→ **Work task**
Each line below from the one containing "function trace(path, color, width, dash)" through the one containing "function write(font, color, halo, rows, align" is to be given again exactly, and no line outside that span.

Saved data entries
■ ■ ■ ■ ■
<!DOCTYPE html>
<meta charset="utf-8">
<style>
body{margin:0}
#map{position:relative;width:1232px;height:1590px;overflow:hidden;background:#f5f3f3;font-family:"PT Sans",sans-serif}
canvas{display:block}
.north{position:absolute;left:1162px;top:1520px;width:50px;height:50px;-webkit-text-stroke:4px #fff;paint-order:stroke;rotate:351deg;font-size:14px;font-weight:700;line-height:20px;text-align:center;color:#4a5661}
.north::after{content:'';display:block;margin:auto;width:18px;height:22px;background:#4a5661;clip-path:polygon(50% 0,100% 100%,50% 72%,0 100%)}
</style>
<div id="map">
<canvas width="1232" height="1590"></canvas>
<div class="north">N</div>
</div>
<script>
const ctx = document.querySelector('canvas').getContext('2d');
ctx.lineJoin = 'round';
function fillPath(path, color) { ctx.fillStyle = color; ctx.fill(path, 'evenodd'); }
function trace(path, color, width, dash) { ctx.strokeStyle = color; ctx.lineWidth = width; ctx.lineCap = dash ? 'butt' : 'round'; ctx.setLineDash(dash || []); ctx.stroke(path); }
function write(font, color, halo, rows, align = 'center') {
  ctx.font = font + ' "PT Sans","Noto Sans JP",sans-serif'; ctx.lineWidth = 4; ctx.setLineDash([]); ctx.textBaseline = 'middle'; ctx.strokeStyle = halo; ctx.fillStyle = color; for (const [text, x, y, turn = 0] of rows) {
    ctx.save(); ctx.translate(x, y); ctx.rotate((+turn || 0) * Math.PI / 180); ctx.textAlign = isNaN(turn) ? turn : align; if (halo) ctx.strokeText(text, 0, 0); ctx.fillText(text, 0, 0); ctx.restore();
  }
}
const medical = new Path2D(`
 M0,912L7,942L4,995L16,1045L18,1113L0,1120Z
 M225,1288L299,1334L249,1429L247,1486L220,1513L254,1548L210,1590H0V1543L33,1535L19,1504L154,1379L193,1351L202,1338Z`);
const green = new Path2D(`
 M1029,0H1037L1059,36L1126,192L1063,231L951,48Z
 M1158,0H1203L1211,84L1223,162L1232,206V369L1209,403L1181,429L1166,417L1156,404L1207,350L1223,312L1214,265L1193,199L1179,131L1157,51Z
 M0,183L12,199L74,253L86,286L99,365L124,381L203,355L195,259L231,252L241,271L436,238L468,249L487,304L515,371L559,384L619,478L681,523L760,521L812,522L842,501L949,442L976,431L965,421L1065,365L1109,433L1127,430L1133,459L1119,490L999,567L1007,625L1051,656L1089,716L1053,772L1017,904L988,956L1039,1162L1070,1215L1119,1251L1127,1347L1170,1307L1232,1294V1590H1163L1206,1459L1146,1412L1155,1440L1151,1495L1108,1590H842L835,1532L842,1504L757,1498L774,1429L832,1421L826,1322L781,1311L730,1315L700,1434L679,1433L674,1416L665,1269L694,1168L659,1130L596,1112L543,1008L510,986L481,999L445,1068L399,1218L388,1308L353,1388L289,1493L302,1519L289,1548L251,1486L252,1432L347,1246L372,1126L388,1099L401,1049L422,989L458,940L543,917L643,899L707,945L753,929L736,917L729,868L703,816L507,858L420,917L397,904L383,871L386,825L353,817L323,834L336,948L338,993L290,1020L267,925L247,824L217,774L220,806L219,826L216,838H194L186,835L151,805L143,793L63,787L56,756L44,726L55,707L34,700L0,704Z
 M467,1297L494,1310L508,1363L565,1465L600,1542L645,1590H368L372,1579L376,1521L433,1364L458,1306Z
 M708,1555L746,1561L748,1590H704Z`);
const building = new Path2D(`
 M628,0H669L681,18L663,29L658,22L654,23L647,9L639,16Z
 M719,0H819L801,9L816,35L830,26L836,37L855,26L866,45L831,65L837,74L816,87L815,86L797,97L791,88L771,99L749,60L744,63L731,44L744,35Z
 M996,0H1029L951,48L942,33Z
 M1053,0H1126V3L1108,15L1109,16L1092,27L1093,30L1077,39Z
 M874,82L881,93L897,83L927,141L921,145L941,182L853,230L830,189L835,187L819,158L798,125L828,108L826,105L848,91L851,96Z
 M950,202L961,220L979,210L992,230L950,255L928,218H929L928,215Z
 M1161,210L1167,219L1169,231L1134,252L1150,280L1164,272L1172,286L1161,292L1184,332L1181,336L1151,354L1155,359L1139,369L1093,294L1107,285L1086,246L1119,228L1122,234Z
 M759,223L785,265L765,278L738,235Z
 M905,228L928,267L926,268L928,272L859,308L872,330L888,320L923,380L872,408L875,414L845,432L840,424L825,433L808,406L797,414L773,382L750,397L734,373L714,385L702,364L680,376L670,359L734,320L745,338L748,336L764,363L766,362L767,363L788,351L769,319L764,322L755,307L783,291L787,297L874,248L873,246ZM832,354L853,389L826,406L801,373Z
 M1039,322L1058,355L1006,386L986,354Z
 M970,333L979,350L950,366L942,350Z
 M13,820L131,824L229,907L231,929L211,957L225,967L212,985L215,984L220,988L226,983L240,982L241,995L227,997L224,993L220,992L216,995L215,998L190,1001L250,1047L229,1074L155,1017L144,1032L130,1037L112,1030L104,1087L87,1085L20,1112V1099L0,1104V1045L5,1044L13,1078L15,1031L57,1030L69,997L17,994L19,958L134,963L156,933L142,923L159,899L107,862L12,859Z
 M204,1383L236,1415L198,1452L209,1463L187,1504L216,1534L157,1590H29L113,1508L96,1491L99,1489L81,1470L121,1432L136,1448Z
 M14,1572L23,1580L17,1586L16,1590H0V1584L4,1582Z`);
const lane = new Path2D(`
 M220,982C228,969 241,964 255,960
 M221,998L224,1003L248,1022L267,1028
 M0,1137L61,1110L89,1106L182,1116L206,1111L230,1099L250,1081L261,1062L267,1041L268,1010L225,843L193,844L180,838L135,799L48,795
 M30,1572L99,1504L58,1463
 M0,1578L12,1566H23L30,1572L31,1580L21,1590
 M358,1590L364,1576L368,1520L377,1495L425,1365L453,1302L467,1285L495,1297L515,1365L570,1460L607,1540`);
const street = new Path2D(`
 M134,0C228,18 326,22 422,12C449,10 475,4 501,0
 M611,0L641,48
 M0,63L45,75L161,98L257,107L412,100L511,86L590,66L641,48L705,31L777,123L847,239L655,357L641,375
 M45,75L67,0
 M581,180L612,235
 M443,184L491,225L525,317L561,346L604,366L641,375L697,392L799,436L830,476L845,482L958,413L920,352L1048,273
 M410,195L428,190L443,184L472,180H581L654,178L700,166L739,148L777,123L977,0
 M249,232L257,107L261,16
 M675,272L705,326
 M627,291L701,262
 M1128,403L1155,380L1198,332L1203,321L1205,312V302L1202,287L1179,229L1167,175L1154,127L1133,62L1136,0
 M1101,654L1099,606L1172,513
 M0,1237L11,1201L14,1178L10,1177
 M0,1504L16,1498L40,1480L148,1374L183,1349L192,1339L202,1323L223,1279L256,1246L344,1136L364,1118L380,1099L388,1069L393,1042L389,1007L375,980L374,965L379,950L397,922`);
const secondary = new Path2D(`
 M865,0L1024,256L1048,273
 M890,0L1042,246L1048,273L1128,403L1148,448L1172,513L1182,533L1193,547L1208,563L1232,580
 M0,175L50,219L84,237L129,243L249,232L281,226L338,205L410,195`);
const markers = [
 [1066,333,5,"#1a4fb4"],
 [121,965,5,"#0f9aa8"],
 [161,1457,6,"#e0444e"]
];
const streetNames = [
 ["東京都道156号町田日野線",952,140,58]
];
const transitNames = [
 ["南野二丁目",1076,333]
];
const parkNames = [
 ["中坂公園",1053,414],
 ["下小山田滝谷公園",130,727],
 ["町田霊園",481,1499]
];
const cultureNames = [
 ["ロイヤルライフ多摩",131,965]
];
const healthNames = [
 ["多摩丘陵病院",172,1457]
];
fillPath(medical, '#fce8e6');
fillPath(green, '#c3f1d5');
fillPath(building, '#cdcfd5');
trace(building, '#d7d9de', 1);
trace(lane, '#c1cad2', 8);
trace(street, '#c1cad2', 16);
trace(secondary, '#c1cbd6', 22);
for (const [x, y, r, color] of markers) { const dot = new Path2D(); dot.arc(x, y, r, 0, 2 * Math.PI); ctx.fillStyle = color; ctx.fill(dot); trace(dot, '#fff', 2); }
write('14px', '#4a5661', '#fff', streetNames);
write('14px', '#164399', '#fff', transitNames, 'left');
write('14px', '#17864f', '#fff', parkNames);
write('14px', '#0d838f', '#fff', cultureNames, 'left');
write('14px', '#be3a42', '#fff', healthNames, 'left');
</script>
■ ■ ■ ■ ■
→ **Solved problem**
function trace(path, color, width, dash) { ctx.strokeStyle = color; ctx.lineWidth = width; ctx.lineCap = dash ? 'butt' : 'round'; ctx.setLineDash(dash || []); ctx.stroke(path); }
function write(font, color, halo, rows, align = 'center') {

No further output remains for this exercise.